▶ Exercise description
Scan the records and identify every line in which the string "Lady" occurs, then return those lines.

▶ Input
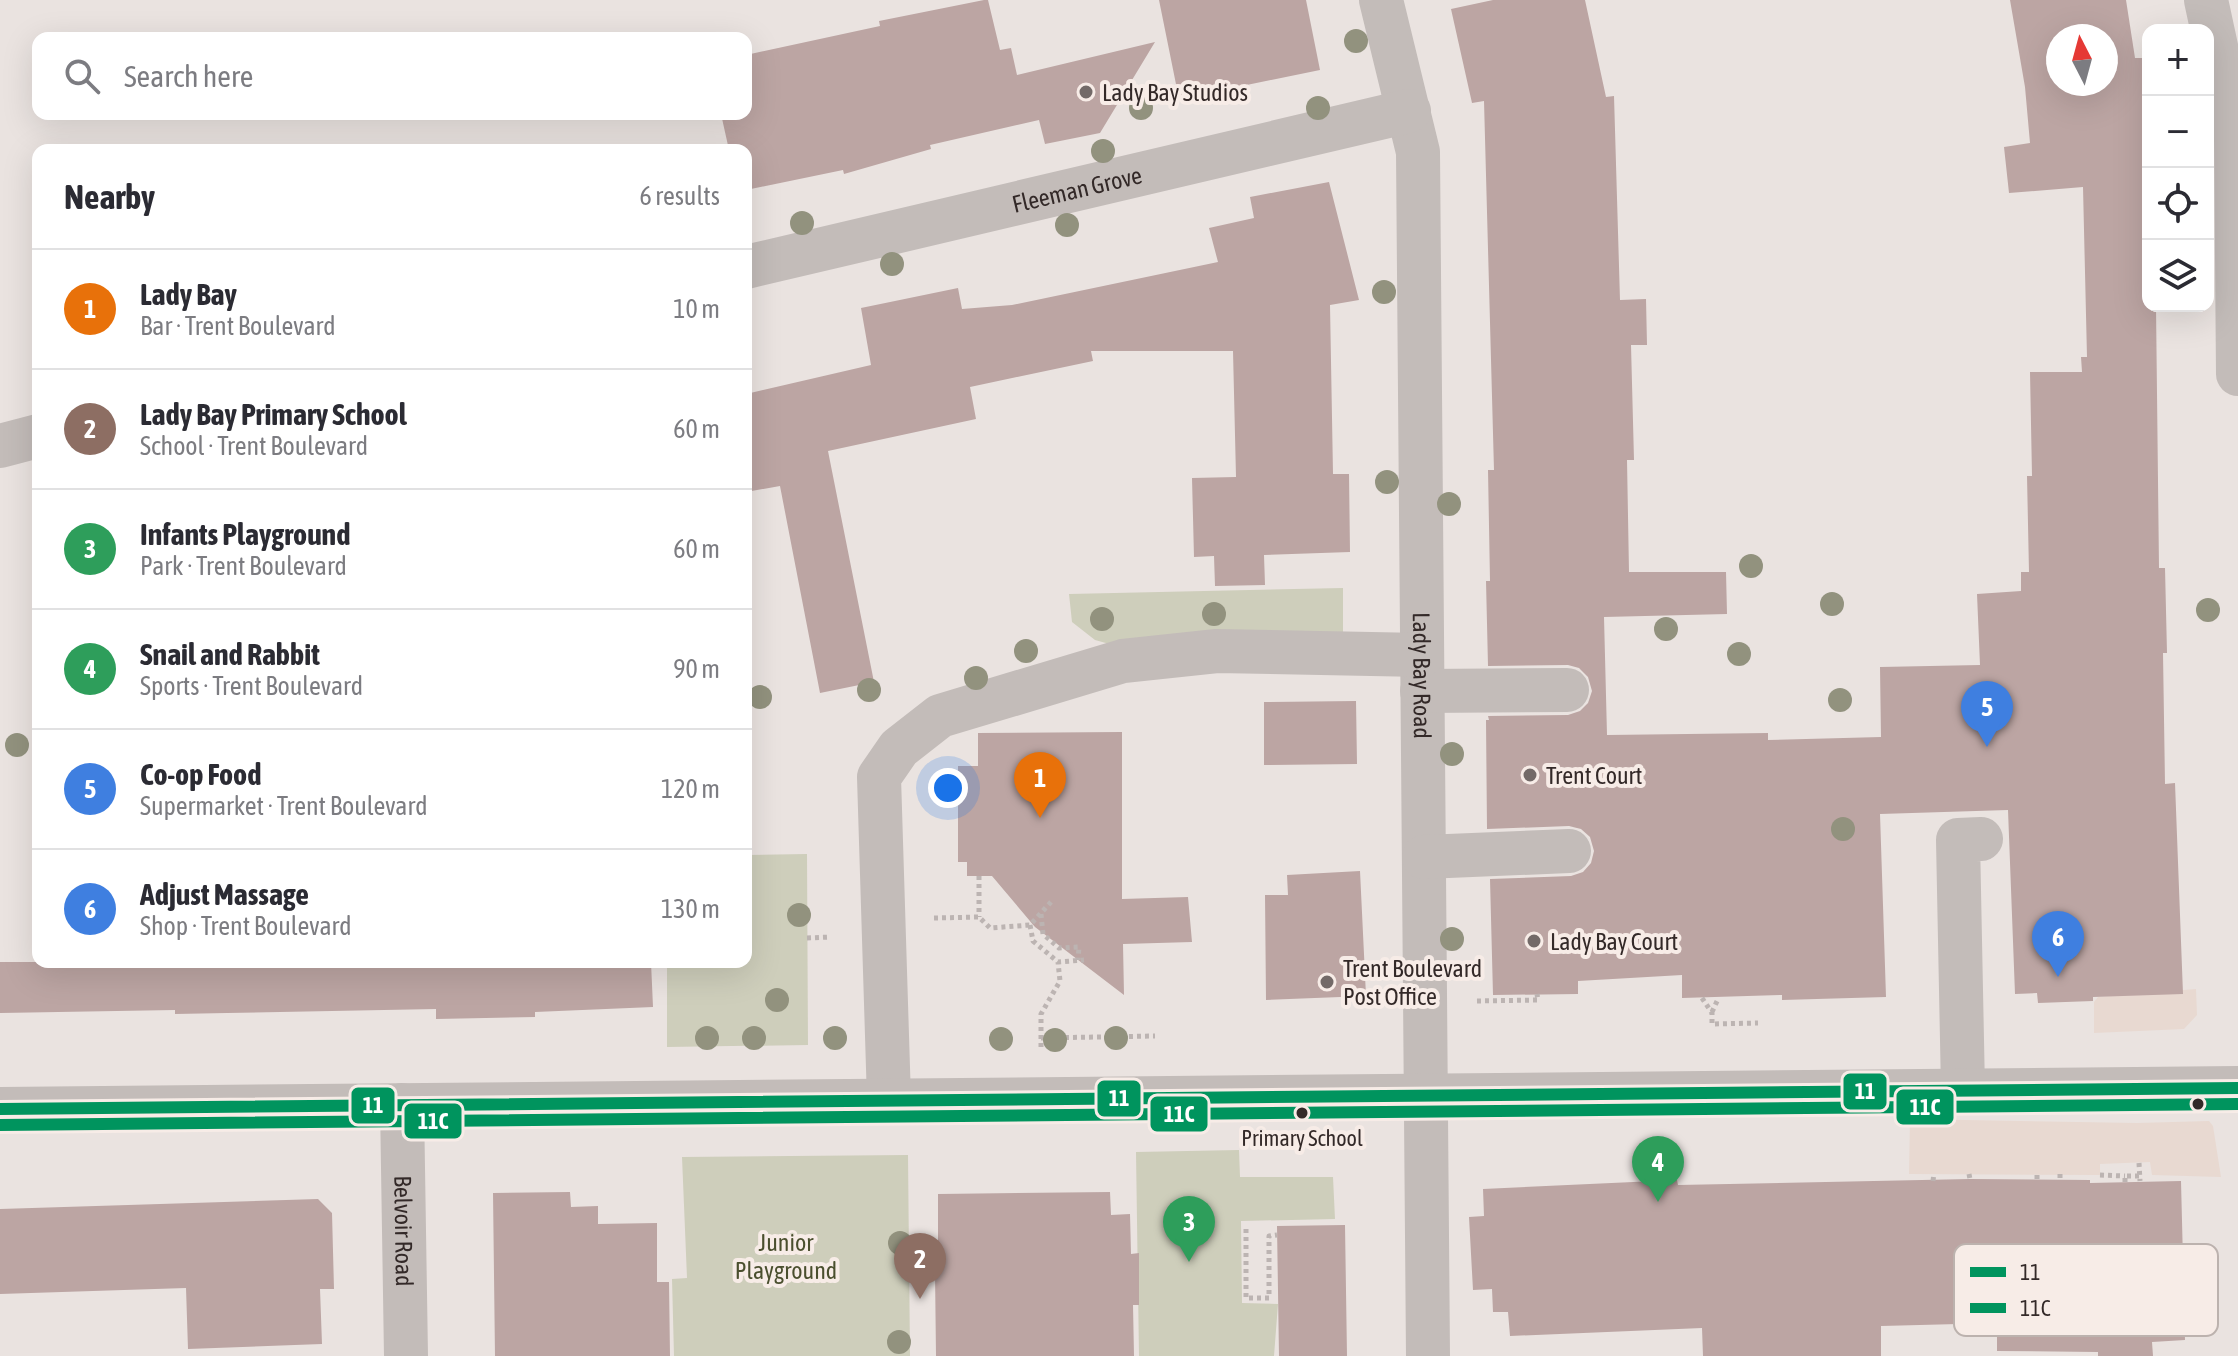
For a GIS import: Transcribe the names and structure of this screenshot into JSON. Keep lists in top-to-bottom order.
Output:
{
  "streets": {
    "street": ["Fleeman Grove", "Lady Bay Road", "Belvoir Road"]
  },
  "crossings": [
    ["Fleeman Grove", "Lady Bay Road"]
  ],
  "parks": ["Junior Playground"],
  "places": [
    "Lady Bay Studios",
    "Trent Court",
    "Lady Bay Court",
    "Trent Boulevard Post Office",
    "Primary School"
  ],
  "lines": ["transit line 11", "transit line 11C"],
  "legend": ["11", "11C"],
  "north": "top",
  "page": {
    "map_buttons": ["+", "−"],
    "search": "Search here",
    "heading": ["Nearby", "6 results"],
    "list": [
      {
        "mark": "1",
        "name": "Lady Bay",
        "note": "Bar · Trent Boulevard",
        "value": "10 m"
      },
      {
        "mark": "2",
        "name": "Lady Bay Primary School",
        "note": "School · Trent Boulevard",
        "value": "60 m"
      },
      {
        "mark": "3",
        "name": "Infants Playground",
        "note": "Park · Trent Boulevard",
        "value": "60 m"
      },
      {
        "mark": "4",
        "name": "Snail and Rabbit",
        "note": "Sports · Trent Boulevard",
        "value": "90 m"
      },
      {
        "mark": "5",
        "name": "Co-op Food",
        "note": "Supermarket · Trent Boulevard",
        "value": "120 m"
      },
      {
        "mark": "6",
        "name": "Adjust Massage",
        "note": "Shop · Trent Boulevard",
        "value": "130 m"
      }
    ],
    "pins": [
      "5",
      "1",
      "6",
      "4",
      "3",
      "2"
    ]
  }
}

▶ Task output
    "street": ["Fleeman Grove", "Lady Bay Road", "Belvoir Road"]
    ["Fleeman Grove", "Lady Bay Road"]
    "Lady Bay Studios",
    "Lady Bay Court",
        "name": "Lady Bay",
        "name": "Lady Bay Primary School",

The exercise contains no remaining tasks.